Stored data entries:
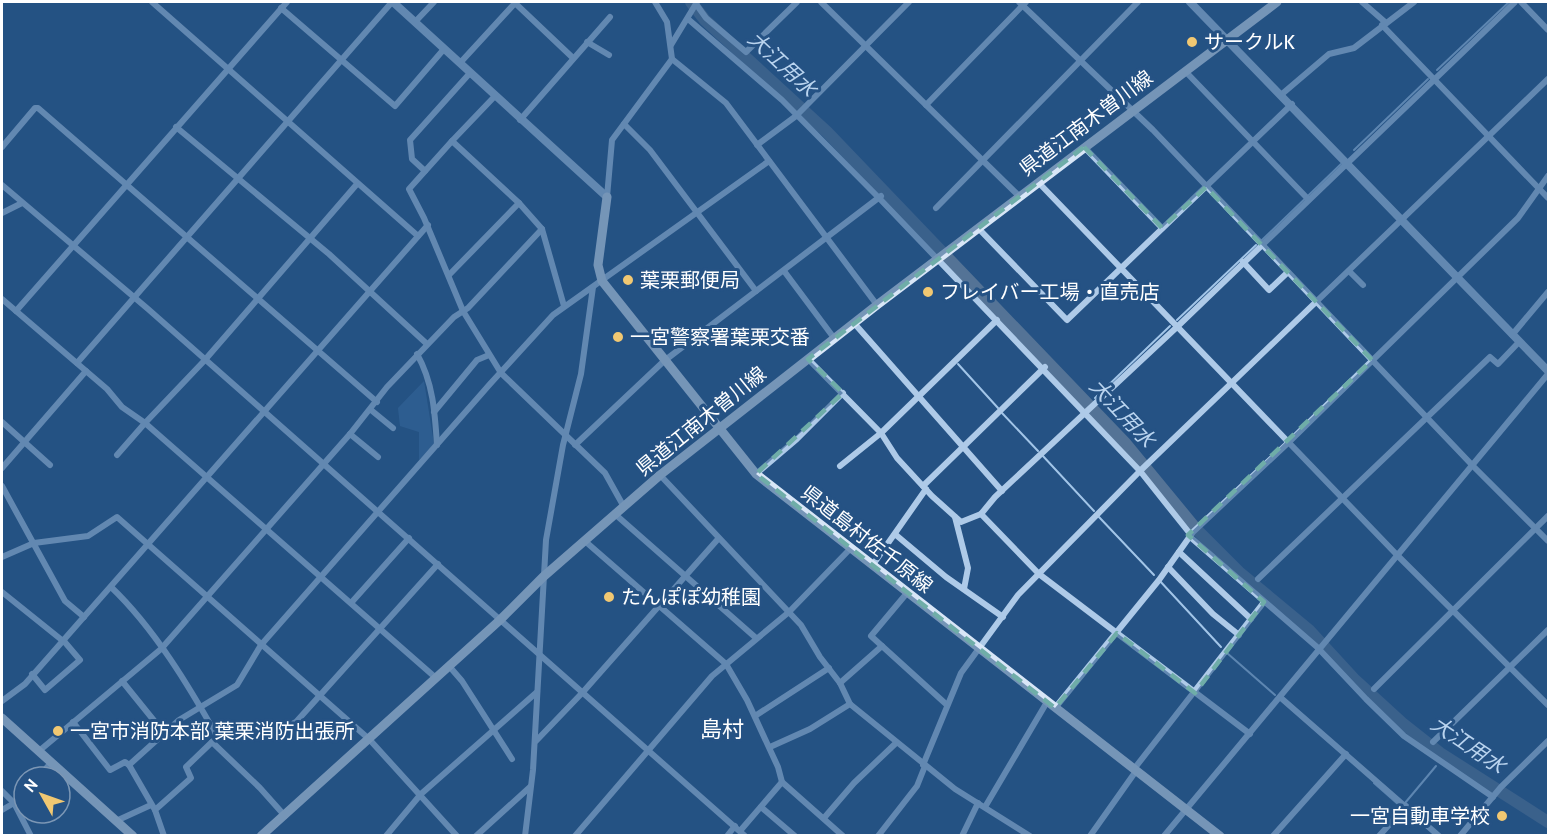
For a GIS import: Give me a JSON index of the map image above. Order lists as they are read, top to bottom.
{
  "streets": {
    "main road": ["県道江南木曽川線", "県道島村佐千原線"]
  },
  "crossings": [
    ["県道江南木曽川線", "県道島村佐千原線"]
  ],
  "districts": ["島村"],
  "water": ["大江用水"],
  "places": [
    "サークルK",
    "葉栗郵便局",
    "フレイバー工場・直売店",
    "一宮警察署葉栗交番",
    "たんぽぽ幼稚園",
    "一宮市消防本部 葉栗消防出張所",
    "一宮自動車学校"
  ],
  "north": "top left"
}
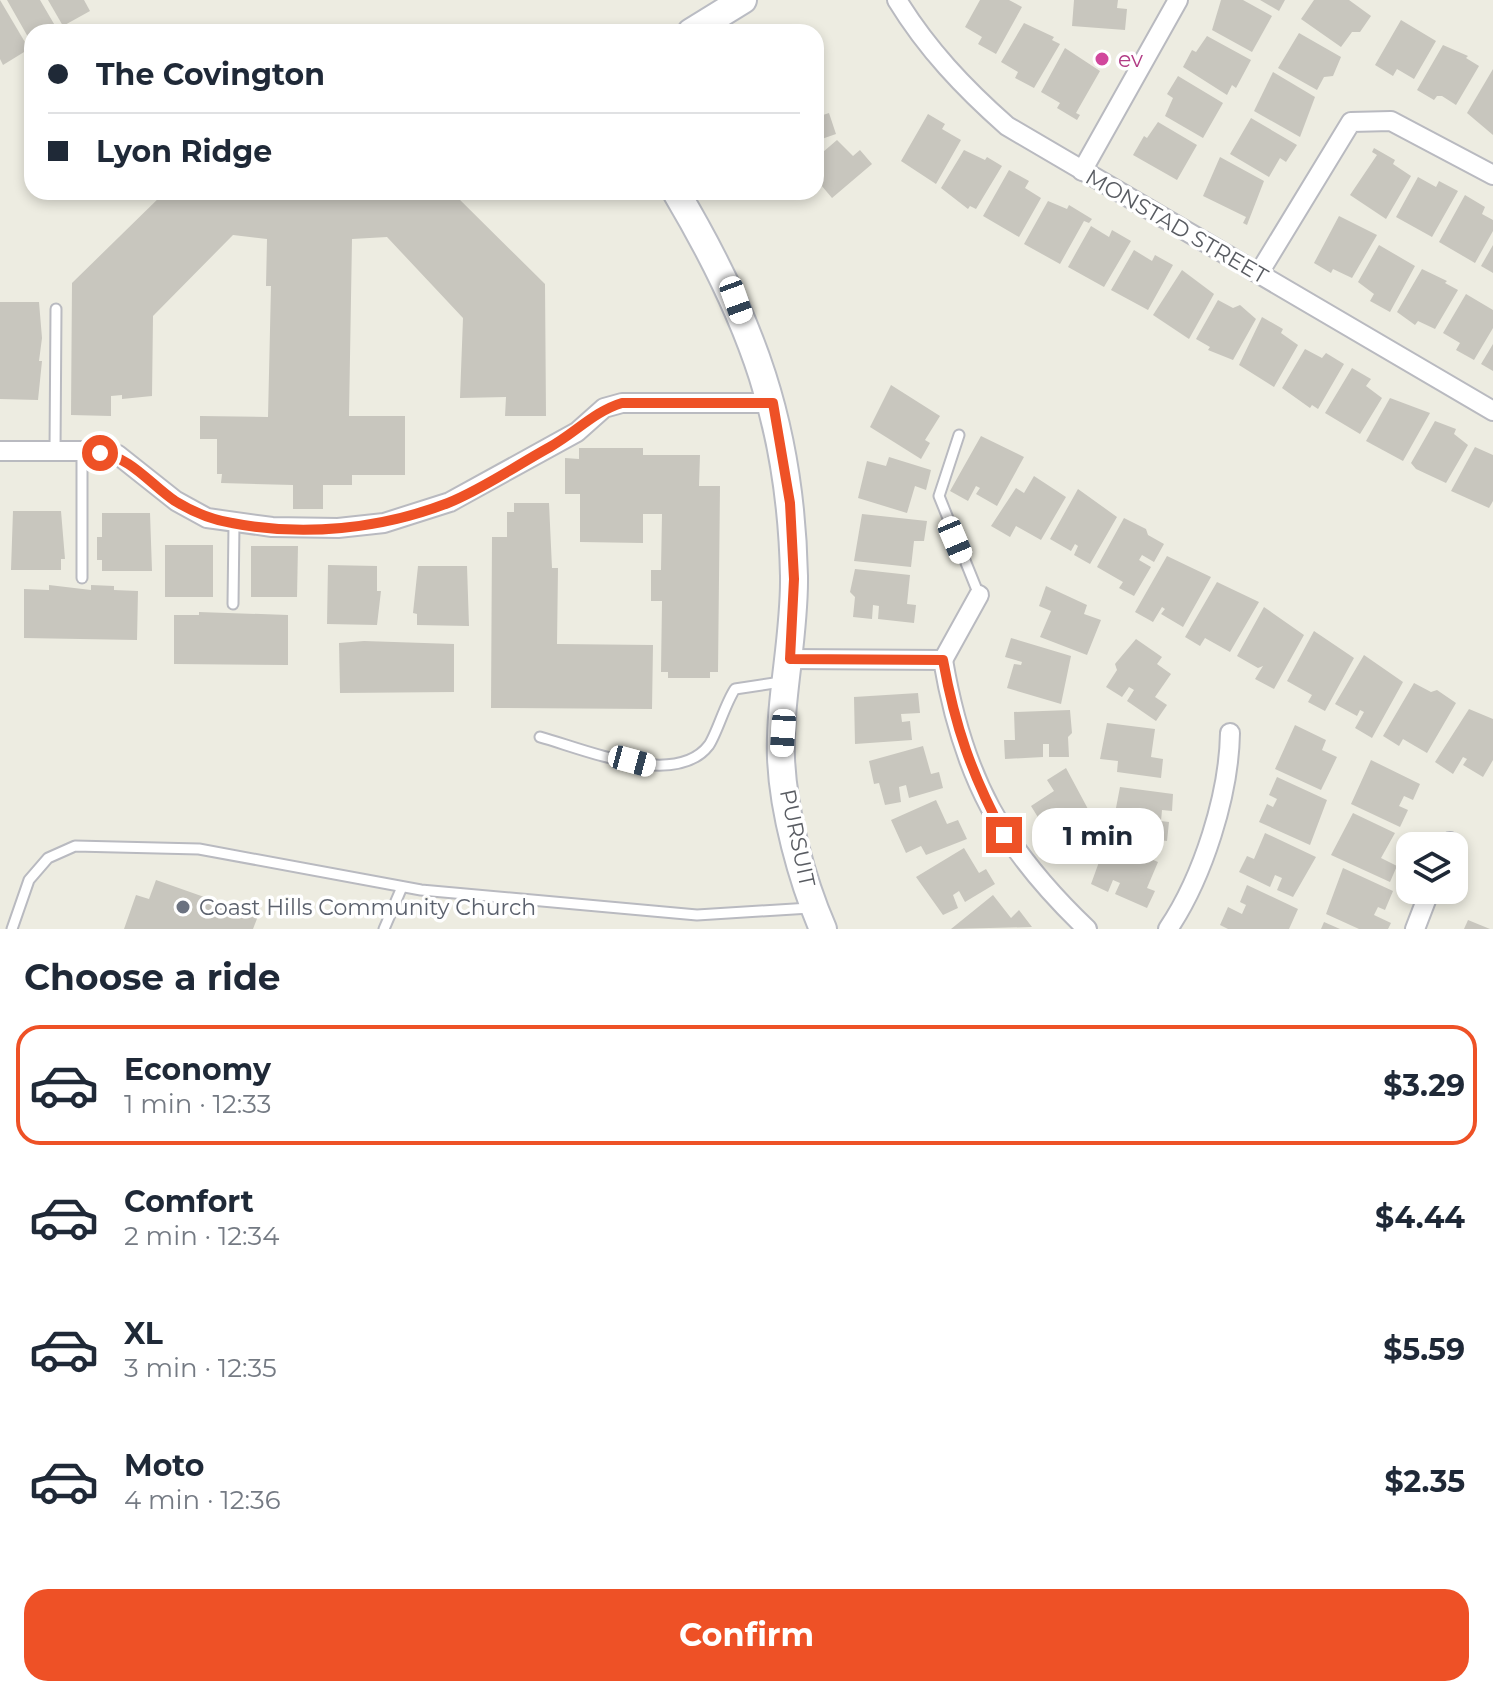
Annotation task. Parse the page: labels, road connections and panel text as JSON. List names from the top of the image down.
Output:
{
  "streets": {
    "street": ["MONSTAD STREET", "PURSUIT"]
  },
  "places": ["ev", "Coast Hills Community Church"],
  "page": {
    "banner": ["The Covington", "Lyon Ridge"],
    "bubble": "1 min",
    "heading": "Choose a ride",
    "list": [
      {
        "name": "Economy",
        "note": "1 min · 12:33",
        "value": "$3.29"
      },
      {
        "name": "Comfort",
        "note": "2 min · 12:34",
        "value": "$4.44"
      },
      {
        "name": "XL",
        "note": "3 min · 12:35",
        "value": "$5.59"
      },
      {
        "name": "Moto",
        "note": "4 min · 12:36",
        "value": "$2.35"
      }
    ],
    "buttons": "Confirm"
  }
}
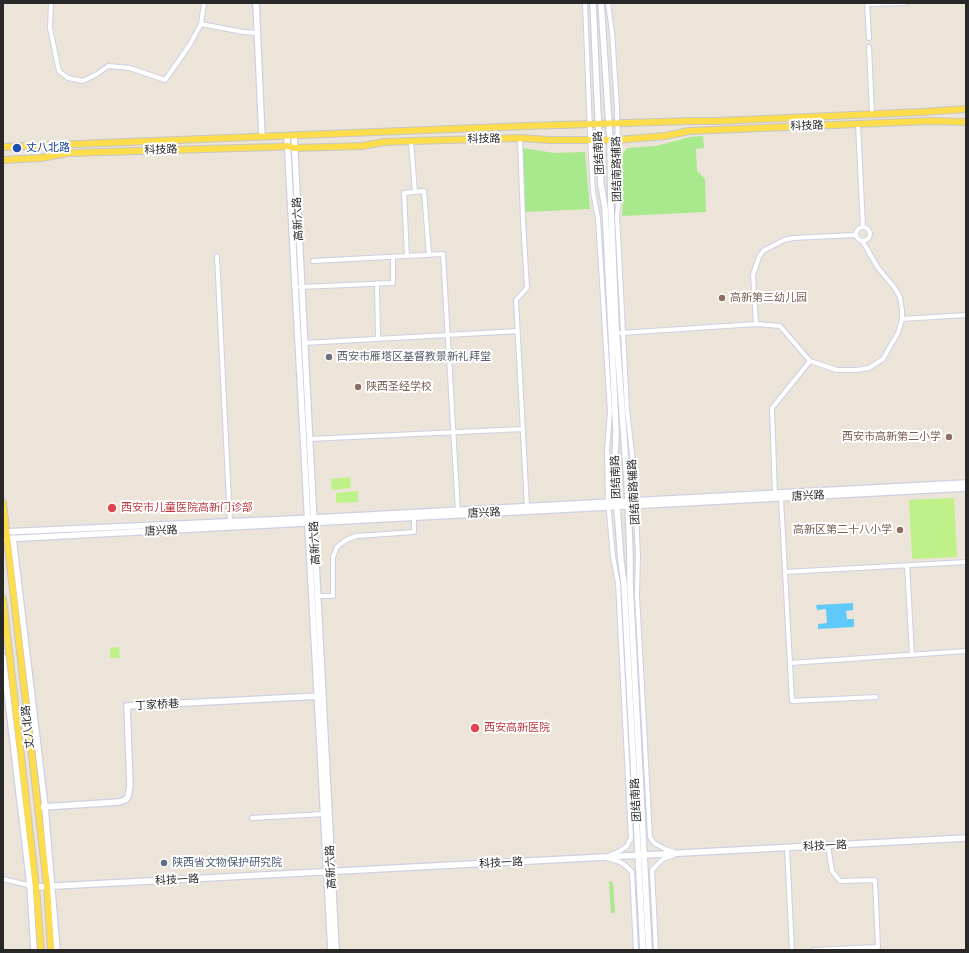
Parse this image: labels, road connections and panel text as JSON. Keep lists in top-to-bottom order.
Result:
{
  "streets": {
    "main road": ["科技路", "丈八北路"],
    "street": [
      "团结南路",
      "团结南路辅路",
      "高新六路",
      "唐兴路",
      "丁家桥巷",
      "科技一路"
    ]
  },
  "crossings": [
    ["科技路", "团结南路"],
    ["科技路", "团结南路辅路"],
    ["科技路", "高新六路"],
    ["团结南路", "团结南路辅路"],
    ["团结南路", "唐兴路"],
    ["团结南路", "科技一路"],
    ["团结南路辅路", "唐兴路"],
    ["团结南路辅路", "科技一路"],
    ["高新六路", "唐兴路"],
    ["高新六路", "丁家桥巷"],
    ["高新六路", "科技一路"],
    ["唐兴路", "丈八北路"],
    ["丁家桥巷", "丈八北路"],
    ["丈八北路", "科技一路"]
  ],
  "places": [
    "丈八北路",
    "高新第三幼儿园",
    "西安市雁塔区基督教景新礼拜堂",
    "陕西圣经学校",
    "西安市高新第二小学",
    "西安市儿童医院高新门诊部",
    "高新区第二十八小学",
    "西安高新医院",
    "陕西省文物保护研究院"
  ]
}
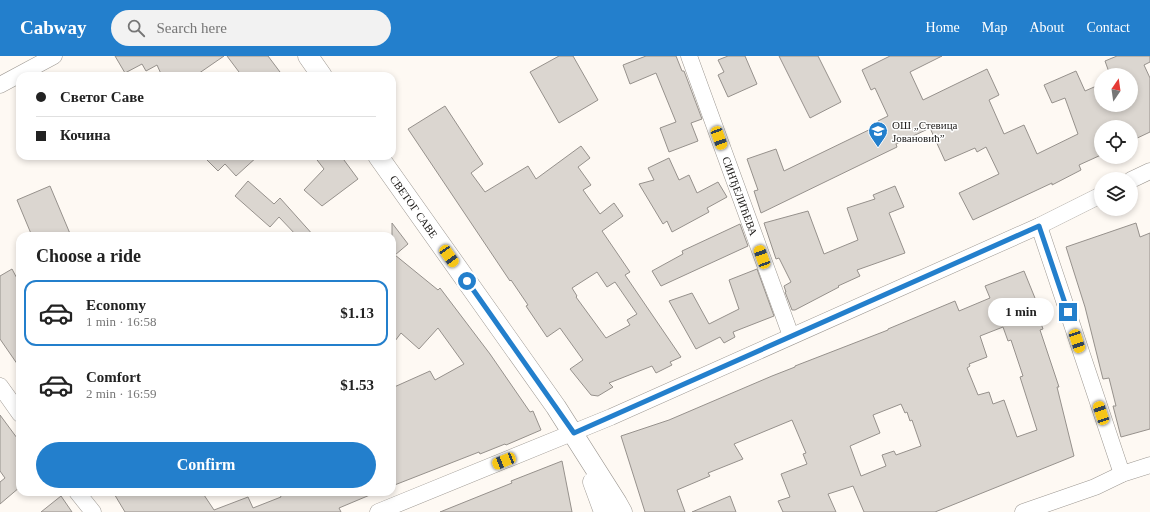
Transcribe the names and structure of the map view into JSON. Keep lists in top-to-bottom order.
{
  "streets": {
    "street": ["СИНЂЕЛИЋЕВА", "СВЕТОГ САВЕ"]
  },
  "places": {
    "school or university": ["ОШ „Стевица Јовановић”"]
  },
  "north": "top",
  "page": {
    "header": "Cabway",
    "search": "Search here",
    "nav": [
      "Home",
      "Map",
      "About",
      "Contact"
    ],
    "banner": ["Светог Саве", "Кочина"],
    "heading": "Choose a ride",
    "list": [
      {
        "name": "Economy",
        "note": "1 min · 16:58",
        "value": "$1.13"
      },
      {
        "name": "Comfort",
        "note": "2 min · 16:59",
        "value": "$1.53"
      }
    ],
    "bubble": "1 min",
    "buttons": "Confirm"
  }
}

**What you will do:** Restate each of the entries above word for word and skip every image.

**Response:**
For a GIS import: Give me a JSON index of the map image above. Order lists as they are read, top to bottom.
{
  "streets": {
    "main road": ["県道江南木曽川線", "県道島村佐千原線"]
  },
  "crossings": [
    ["県道江南木曽川線", "県道島村佐千原線"]
  ],
  "districts": ["島村"],
  "water": ["大江用水"],
  "places": [
    "サークルK",
    "葉栗郵便局",
    "フレイバー工場・直売店",
    "一宮警察署葉栗交番",
    "たんぽぽ幼稚園",
    "一宮市消防本部 葉栗消防出張所",
    "一宮自動車学校"
  ],
  "north": "top left"
}
Annotation task. Parse the page: labels, road connections and panel text as JSON. List names from the top of the image down.
Output:
{
  "streets": {
    "street": ["MONSTAD STREET", "PURSUIT"]
  },
  "places": ["ev", "Coast Hills Community Church"],
  "page": {
    "banner": ["The Covington", "Lyon Ridge"],
    "bubble": "1 min",
    "heading": "Choose a ride",
    "list": [
      {
        "name": "Economy",
        "note": "1 min · 12:33",
        "value": "$3.29"
      },
      {
        "name": "Comfort",
        "note": "2 min · 12:34",
        "value": "$4.44"
      },
      {
        "name": "XL",
        "note": "3 min · 12:35",
        "value": "$5.59"
      },
      {
        "name": "Moto",
        "note": "4 min · 12:36",
        "value": "$2.35"
      }
    ],
    "buttons": "Confirm"
  }
}
Parse this image: labels, road connections and panel text as JSON. Keep lists in top-to-bottom order.
Result:
{
  "streets": {
    "main road": ["科技路", "丈八北路"],
    "street": [
      "团结南路",
      "团结南路辅路",
      "高新六路",
      "唐兴路",
      "丁家桥巷",
      "科技一路"
    ]
  },
  "crossings": [
    ["科技路", "团结南路"],
    ["科技路", "团结南路辅路"],
    ["科技路", "高新六路"],
    ["团结南路", "团结南路辅路"],
    ["团结南路", "唐兴路"],
    ["团结南路", "科技一路"],
    ["团结南路辅路", "唐兴路"],
    ["团结南路辅路", "科技一路"],
    ["高新六路", "唐兴路"],
    ["高新六路", "丁家桥巷"],
    ["高新六路", "科技一路"],
    ["唐兴路", "丈八北路"],
    ["丁家桥巷", "丈八北路"],
    ["丈八北路", "科技一路"]
  ],
  "places": [
    "丈八北路",
    "高新第三幼儿园",
    "西安市雁塔区基督教景新礼拜堂",
    "陕西圣经学校",
    "西安市高新第二小学",
    "西安市儿童医院高新门诊部",
    "高新区第二十八小学",
    "西安高新医院",
    "陕西省文物保护研究院"
  ]
}
Transcribe the names and structure of the map view into JSON. Keep lists in top-to-bottom order.
{
  "streets": {
    "street": ["СИНЂЕЛИЋЕВА", "СВЕТОГ САВЕ"]
  },
  "places": {
    "school or university": ["ОШ „Стевица Јовановић”"]
  },
  "north": "top",
  "page": {
    "header": "Cabway",
    "search": "Search here",
    "nav": [
      "Home",
      "Map",
      "About",
      "Contact"
    ],
    "banner": ["Светог Саве", "Кочина"],
    "heading": "Choose a ride",
    "list": [
      {
        "name": "Economy",
        "note": "1 min · 16:58",
        "value": "$1.13"
      },
      {
        "name": "Comfort",
        "note": "2 min · 16:59",
        "value": "$1.53"
      }
    ],
    "bubble": "1 min",
    "buttons": "Confirm"
  }
}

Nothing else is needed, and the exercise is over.